Differential Expression of Neurodegeneration-Related Genes in SH-SY5Y Neuroblastoma Cells Under the Influence of Cyclophilin A: Could the Enzyme be a Likely Trigger and Therapeutic Target for Alzheimer's Disease?

作者信息

Pashaei Somayeh, Shabani Sasan, Mohammadi Soheila, Morozova-Roche Ludmilla A, Salari Nader, Rahimi Zohreh, Khodarahmi Reza

机构信息

Department of Clinical Biochemistry, School of Medicine, Kermanshah University of Medical Sciences, Kermanshah, Iran.

Medical Biology Research Center, Health Technology Institute, Kermanshah University of Medical Sciences, Kermanshah, Iran.

出版信息

Neurochem Res. 2024 Dec 5;50(1):47. doi: 10.1007/s11064-024-04253-2.

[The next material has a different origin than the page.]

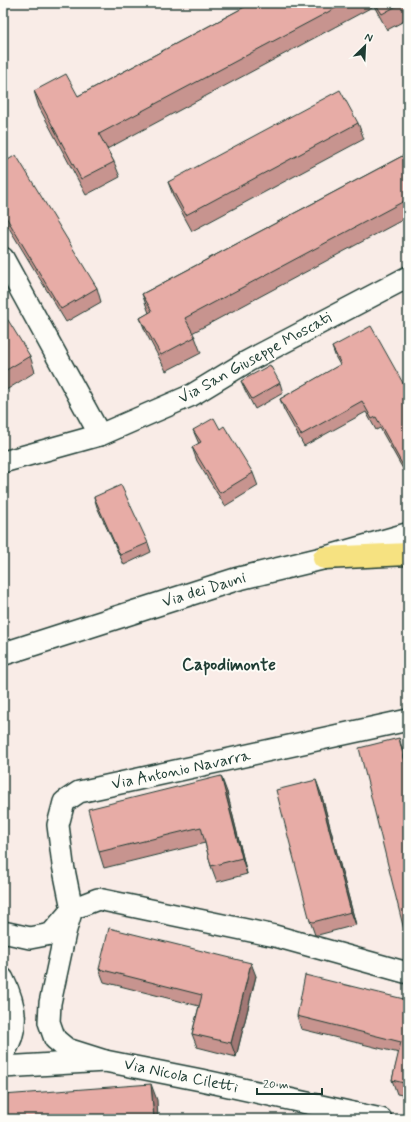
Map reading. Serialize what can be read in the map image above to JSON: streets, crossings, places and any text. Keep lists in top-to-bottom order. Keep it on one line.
{"streets":{"main road":["Via dei Dauni"],"street":["Via San Giuseppe Moscati","Via Antonio Navarra","Via Nicola Ciletti"]},"crossings":[["Via Antonio Navarra","Via Nicola Ciletti"]],"districts":["Capodimonte"],"scale_bar":"20 m","north":"top right"}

DOI:10.1007/s11064-024-04253-2
PMID:39636462
Abstract

The function and mechanism of Cyclophilin A (CypA) in modulating gene expression associated with Alzheimer's disease (AD) remain unclear. This multifunctional protein is found to be elevated in the cerebrospinal fluid (CSF) of individuals at risk for AD. The cytotoxic effects of CypA, including both wild-type and the mutant R55A, were assessed using the MTT assay. Prior to this evaluation, the purified recombinant protein was validated through enzymatic activity assays and western blot analysis. Following treatment with CypA and transient transfection using the CypA construct, real-time PCR (qRT-PCR) and western blotting were conducted to analyze the expression of factors involved in various signaling pathways, with an emphasis on inflammation, cell death, and intercellular communication. The findings indicate that CypA has a significant impact on the gene expression of factors associated with inflammation and the progression of AD in SH-SY5Y cells. It can be concluded that CypA is capable of regulating gene expression in SH-SY5Y cells, either in a manner dependent on or independent of its enzymatic activity. Additionally, the influence of this multifunctional protein on gene expression is contingent upon the specific site of action, as well as the dosage and duration of exposure to the cells.

摘要

亲环蛋白A(CypA)在调节与阿尔茨海默病(AD)相关基因表达中的功能和机制尚不清楚。人们发现这种多功能蛋白在有患AD风险个体的脑脊液(CSF)中含量升高。使用MTT法评估了野生型和突变型R55A的CypA的细胞毒性作用。在进行该评估之前,通过酶活性测定和蛋白质免疫印迹分析对纯化的重组蛋白进行了验证。在用CypA处理并使用CypA构建体进行瞬时转染后,进行实时定量聚合酶链反应(qRT-PCR)和蛋白质免疫印迹分析,以分析参与各种信号通路的因子的表达,重点是炎症、细胞死亡和细胞间通讯。研究结果表明,CypA对SH-SY5Y细胞中与炎症和AD进展相关因子的基因表达有显著影响。可以得出结论,CypA能够在SH-SY5Y细胞中调节基因表达,其方式可能依赖或不依赖于其酶活性。此外,这种多功能蛋白对基因表达的影响取决于具体作用位点,以及对细胞的剂量和暴露持续时间。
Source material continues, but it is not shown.